WHAT YOU ARE ASKED TO DO |
Reproduce the entries that follow verbatim, down to the final line.

(Saved entries)
▼▼▼
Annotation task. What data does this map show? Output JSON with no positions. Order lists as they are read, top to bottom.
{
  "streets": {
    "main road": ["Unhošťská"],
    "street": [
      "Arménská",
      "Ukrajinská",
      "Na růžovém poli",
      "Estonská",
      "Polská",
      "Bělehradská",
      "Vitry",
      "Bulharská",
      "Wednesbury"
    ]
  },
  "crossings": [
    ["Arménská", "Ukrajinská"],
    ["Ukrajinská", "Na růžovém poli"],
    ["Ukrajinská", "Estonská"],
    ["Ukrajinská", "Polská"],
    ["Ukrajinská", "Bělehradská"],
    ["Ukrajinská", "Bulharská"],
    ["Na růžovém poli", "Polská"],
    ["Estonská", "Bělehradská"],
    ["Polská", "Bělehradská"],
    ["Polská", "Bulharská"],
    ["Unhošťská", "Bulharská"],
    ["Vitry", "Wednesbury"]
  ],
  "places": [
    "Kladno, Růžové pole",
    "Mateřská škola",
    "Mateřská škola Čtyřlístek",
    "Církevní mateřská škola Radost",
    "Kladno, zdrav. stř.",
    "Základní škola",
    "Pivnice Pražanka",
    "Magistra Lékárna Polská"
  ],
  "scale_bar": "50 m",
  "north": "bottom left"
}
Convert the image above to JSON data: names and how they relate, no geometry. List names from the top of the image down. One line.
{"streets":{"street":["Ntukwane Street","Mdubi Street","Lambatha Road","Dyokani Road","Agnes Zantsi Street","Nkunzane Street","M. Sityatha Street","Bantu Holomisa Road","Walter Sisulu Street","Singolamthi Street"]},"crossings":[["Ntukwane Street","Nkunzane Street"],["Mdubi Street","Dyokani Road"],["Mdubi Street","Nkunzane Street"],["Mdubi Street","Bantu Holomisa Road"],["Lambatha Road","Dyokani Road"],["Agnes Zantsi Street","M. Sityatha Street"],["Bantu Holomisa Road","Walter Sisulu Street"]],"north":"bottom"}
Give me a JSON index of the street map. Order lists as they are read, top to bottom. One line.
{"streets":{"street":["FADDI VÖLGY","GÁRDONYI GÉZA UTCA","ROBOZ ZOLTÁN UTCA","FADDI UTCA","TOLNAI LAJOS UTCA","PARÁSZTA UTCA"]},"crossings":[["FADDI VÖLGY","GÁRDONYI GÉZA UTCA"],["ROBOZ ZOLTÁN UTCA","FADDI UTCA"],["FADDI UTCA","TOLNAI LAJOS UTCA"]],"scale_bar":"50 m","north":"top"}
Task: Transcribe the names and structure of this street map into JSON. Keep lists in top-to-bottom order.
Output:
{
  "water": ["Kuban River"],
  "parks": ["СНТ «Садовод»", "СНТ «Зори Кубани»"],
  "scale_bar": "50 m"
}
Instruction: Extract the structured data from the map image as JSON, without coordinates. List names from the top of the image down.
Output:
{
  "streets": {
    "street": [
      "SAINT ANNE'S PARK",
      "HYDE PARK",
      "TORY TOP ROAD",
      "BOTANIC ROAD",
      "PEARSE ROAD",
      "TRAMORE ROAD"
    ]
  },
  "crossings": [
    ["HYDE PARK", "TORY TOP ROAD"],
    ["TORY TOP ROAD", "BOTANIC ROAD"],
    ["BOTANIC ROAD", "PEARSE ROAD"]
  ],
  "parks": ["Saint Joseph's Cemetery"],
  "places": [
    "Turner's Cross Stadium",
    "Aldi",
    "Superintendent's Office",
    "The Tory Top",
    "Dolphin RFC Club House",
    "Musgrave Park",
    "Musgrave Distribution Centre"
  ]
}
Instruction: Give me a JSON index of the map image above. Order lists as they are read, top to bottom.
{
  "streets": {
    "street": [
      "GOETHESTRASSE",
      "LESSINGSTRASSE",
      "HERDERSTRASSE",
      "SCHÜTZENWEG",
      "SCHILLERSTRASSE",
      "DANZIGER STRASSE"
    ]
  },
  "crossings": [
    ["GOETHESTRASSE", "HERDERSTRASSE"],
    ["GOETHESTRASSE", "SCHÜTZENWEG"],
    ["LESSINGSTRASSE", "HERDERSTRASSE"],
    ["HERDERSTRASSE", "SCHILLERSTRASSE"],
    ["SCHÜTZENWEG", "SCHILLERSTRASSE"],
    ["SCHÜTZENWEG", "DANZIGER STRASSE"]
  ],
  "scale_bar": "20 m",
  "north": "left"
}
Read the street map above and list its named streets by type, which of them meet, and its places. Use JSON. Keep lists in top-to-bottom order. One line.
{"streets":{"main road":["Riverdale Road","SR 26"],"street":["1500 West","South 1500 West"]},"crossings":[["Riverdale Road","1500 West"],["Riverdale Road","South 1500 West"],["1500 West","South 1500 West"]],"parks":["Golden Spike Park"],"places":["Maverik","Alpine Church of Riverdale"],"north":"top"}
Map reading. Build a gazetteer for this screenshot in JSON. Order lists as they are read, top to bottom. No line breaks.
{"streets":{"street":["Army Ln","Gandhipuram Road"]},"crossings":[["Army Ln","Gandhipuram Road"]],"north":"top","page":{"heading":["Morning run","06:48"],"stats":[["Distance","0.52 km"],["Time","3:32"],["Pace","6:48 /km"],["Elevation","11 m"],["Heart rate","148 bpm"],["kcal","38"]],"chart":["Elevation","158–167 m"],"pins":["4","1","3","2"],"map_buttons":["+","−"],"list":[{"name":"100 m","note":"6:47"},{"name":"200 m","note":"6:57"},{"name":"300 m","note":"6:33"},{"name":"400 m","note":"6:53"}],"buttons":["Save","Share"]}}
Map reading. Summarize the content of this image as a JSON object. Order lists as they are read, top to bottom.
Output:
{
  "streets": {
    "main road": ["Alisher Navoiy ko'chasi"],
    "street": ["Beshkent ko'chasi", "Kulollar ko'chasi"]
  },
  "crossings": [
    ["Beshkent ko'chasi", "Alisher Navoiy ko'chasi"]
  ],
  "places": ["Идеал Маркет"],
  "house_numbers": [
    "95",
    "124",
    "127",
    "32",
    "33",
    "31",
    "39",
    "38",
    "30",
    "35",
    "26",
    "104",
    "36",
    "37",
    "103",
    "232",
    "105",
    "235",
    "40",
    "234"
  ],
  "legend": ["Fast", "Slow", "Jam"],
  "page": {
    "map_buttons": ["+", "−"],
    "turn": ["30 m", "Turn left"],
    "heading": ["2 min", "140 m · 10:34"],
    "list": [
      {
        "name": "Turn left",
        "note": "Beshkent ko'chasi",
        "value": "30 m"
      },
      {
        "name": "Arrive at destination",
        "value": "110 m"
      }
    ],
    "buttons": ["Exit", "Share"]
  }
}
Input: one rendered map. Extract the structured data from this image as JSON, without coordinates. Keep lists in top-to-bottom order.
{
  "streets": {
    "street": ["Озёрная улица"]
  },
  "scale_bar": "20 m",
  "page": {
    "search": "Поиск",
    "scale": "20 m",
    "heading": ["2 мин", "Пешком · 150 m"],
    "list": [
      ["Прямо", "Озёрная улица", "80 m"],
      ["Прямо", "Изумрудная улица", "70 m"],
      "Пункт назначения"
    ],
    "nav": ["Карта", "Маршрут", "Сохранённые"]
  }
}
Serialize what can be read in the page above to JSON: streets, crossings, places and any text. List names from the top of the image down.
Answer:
▲▲▲
SOLUTION BELOW |
Annotation task. What data does this map show? Output JSON with no positions. Order lists as they are read, top to bottom.
{
  "streets": {
    "main road": ["Unhošťská"],
    "street": [
      "Arménská",
      "Ukrajinská",
      "Na růžovém poli",
      "Estonská",
      "Polská",
      "Bělehradská",
      "Vitry",
      "Bulharská",
      "Wednesbury"
    ]
  },
  "crossings": [
    ["Arménská", "Ukrajinská"],
    ["Ukrajinská", "Na růžovém poli"],
    ["Ukrajinská", "Estonská"],
    ["Ukrajinská", "Polská"],
    ["Ukrajinská", "Bělehradská"],
    ["Ukrajinská", "Bulharská"],
    ["Na růžovém poli", "Polská"],
    ["Estonská", "Bělehradská"],
    ["Polská", "Bělehradská"],
    ["Polská", "Bulharská"],
    ["Unhošťská", "Bulharská"],
    ["Vitry", "Wednesbury"]
  ],
  "places": [
    "Kladno, Růžové pole",
    "Mateřská škola",
    "Mateřská škola Čtyřlístek",
    "Církevní mateřská škola Radost",
    "Kladno, zdrav. stř.",
    "Základní škola",
    "Pivnice Pražanka",
    "Magistra Lékárna Polská"
  ],
  "scale_bar": "50 m",
  "north": "bottom left"
}
Convert the image above to JSON data: names and how they relate, no geometry. List names from the top of the image down. One line.
{"streets":{"street":["Ntukwane Street","Mdubi Street","Lambatha Road","Dyokani Road","Agnes Zantsi Street","Nkunzane Street","M. Sityatha Street","Bantu Holomisa Road","Walter Sisulu Street","Singolamthi Street"]},"crossings":[["Ntukwane Street","Nkunzane Street"],["Mdubi Street","Dyokani Road"],["Mdubi Street","Nkunzane Street"],["Mdubi Street","Bantu Holomisa Road"],["Lambatha Road","Dyokani Road"],["Agnes Zantsi Street","M. Sityatha Street"],["Bantu Holomisa Road","Walter Sisulu Street"]],"north":"bottom"}
Give me a JSON index of the street map. Order lists as they are read, top to bottom. One line.
{"streets":{"street":["FADDI VÖLGY","GÁRDONYI GÉZA UTCA","ROBOZ ZOLTÁN UTCA","FADDI UTCA","TOLNAI LAJOS UTCA","PARÁSZTA UTCA"]},"crossings":[["FADDI VÖLGY","GÁRDONYI GÉZA UTCA"],["ROBOZ ZOLTÁN UTCA","FADDI UTCA"],["FADDI UTCA","TOLNAI LAJOS UTCA"]],"scale_bar":"50 m","north":"top"}
Task: Transcribe the names and structure of this street map into JSON. Keep lists in top-to-bottom order.
Output:
{
  "water": ["Kuban River"],
  "parks": ["СНТ «Садовод»", "СНТ «Зори Кубани»"],
  "scale_bar": "50 m"
}
Instruction: Extract the structured data from the map image as JSON, without coordinates. List names from the top of the image down.
Output:
{
  "streets": {
    "street": [
      "SAINT ANNE'S PARK",
      "HYDE PARK",
      "TORY TOP ROAD",
      "BOTANIC ROAD",
      "PEARSE ROAD",
      "TRAMORE ROAD"
    ]
  },
  "crossings": [
    ["HYDE PARK", "TORY TOP ROAD"],
    ["TORY TOP ROAD", "BOTANIC ROAD"],
    ["BOTANIC ROAD", "PEARSE ROAD"]
  ],
  "parks": ["Saint Joseph's Cemetery"],
  "places": [
    "Turner's Cross Stadium",
    "Aldi",
    "Superintendent's Office",
    "The Tory Top",
    "Dolphin RFC Club House",
    "Musgrave Park",
    "Musgrave Distribution Centre"
  ]
}
Instruction: Give me a JSON index of the map image above. Order lists as they are read, top to bottom.
{
  "streets": {
    "street": [
      "GOETHESTRASSE",
      "LESSINGSTRASSE",
      "HERDERSTRASSE",
      "SCHÜTZENWEG",
      "SCHILLERSTRASSE",
      "DANZIGER STRASSE"
    ]
  },
  "crossings": [
    ["GOETHESTRASSE", "HERDERSTRASSE"],
    ["GOETHESTRASSE", "SCHÜTZENWEG"],
    ["LESSINGSTRASSE", "HERDERSTRASSE"],
    ["HERDERSTRASSE", "SCHILLERSTRASSE"],
    ["SCHÜTZENWEG", "SCHILLERSTRASSE"],
    ["SCHÜTZENWEG", "DANZIGER STRASSE"]
  ],
  "scale_bar": "20 m",
  "north": "left"
}
Read the street map above and list its named streets by type, which of them meet, and its places. Use JSON. Keep lists in top-to-bottom order. One line.
{"streets":{"main road":["Riverdale Road","SR 26"],"street":["1500 West","South 1500 West"]},"crossings":[["Riverdale Road","1500 West"],["Riverdale Road","South 1500 West"],["1500 West","South 1500 West"]],"parks":["Golden Spike Park"],"places":["Maverik","Alpine Church of Riverdale"],"north":"top"}
Map reading. Build a gazetteer for this screenshot in JSON. Order lists as they are read, top to bottom. No line breaks.
{"streets":{"street":["Army Ln","Gandhipuram Road"]},"crossings":[["Army Ln","Gandhipuram Road"]],"north":"top","page":{"heading":["Morning run","06:48"],"stats":[["Distance","0.52 km"],["Time","3:32"],["Pace","6:48 /km"],["Elevation","11 m"],["Heart rate","148 bpm"],["kcal","38"]],"chart":["Elevation","158–167 m"],"pins":["4","1","3","2"],"map_buttons":["+","−"],"list":[{"name":"100 m","note":"6:47"},{"name":"200 m","note":"6:57"},{"name":"300 m","note":"6:33"},{"name":"400 m","note":"6:53"}],"buttons":["Save","Share"]}}
Map reading. Summarize the content of this image as a JSON object. Order lists as they are read, top to bottom.
Output:
{
  "streets": {
    "main road": ["Alisher Navoiy ko'chasi"],
    "street": ["Beshkent ko'chasi", "Kulollar ko'chasi"]
  },
  "crossings": [
    ["Beshkent ko'chasi", "Alisher Navoiy ko'chasi"]
  ],
  "places": ["Идеал Маркет"],
  "house_numbers": [
    "95",
    "124",
    "127",
    "32",
    "33",
    "31",
    "39",
    "38",
    "30",
    "35",
    "26",
    "104",
    "36",
    "37",
    "103",
    "232",
    "105",
    "235",
    "40",
    "234"
  ],
  "legend": ["Fast", "Slow", "Jam"],
  "page": {
    "map_buttons": ["+", "−"],
    "turn": ["30 m", "Turn left"],
    "heading": ["2 min", "140 m · 10:34"],
    "list": [
      {
        "name": "Turn left",
        "note": "Beshkent ko'chasi",
        "value": "30 m"
      },
      {
        "name": "Arrive at destination",
        "value": "110 m"
      }
    ],
    "buttons": ["Exit", "Share"]
  }
}
Input: one rendered map. Extract the structured data from this image as JSON, without coordinates. Keep lists in top-to-bottom order.
{
  "streets": {
    "street": ["Озёрная улица"]
  },
  "scale_bar": "20 m",
  "page": {
    "search": "Поиск",
    "scale": "20 m",
    "heading": ["2 мин", "Пешком · 150 m"],
    "list": [
      ["Прямо", "Озёрная улица", "80 m"],
      ["Прямо", "Изумрудная улица", "70 m"],
      "Пункт назначения"
    ],
    "nav": ["Карта", "Маршрут", "Сохранённые"]
  }
}
Serialize what can be read in the page above to JSON: streets, crossings, places and any text. List names from the top of the image down.
Answer:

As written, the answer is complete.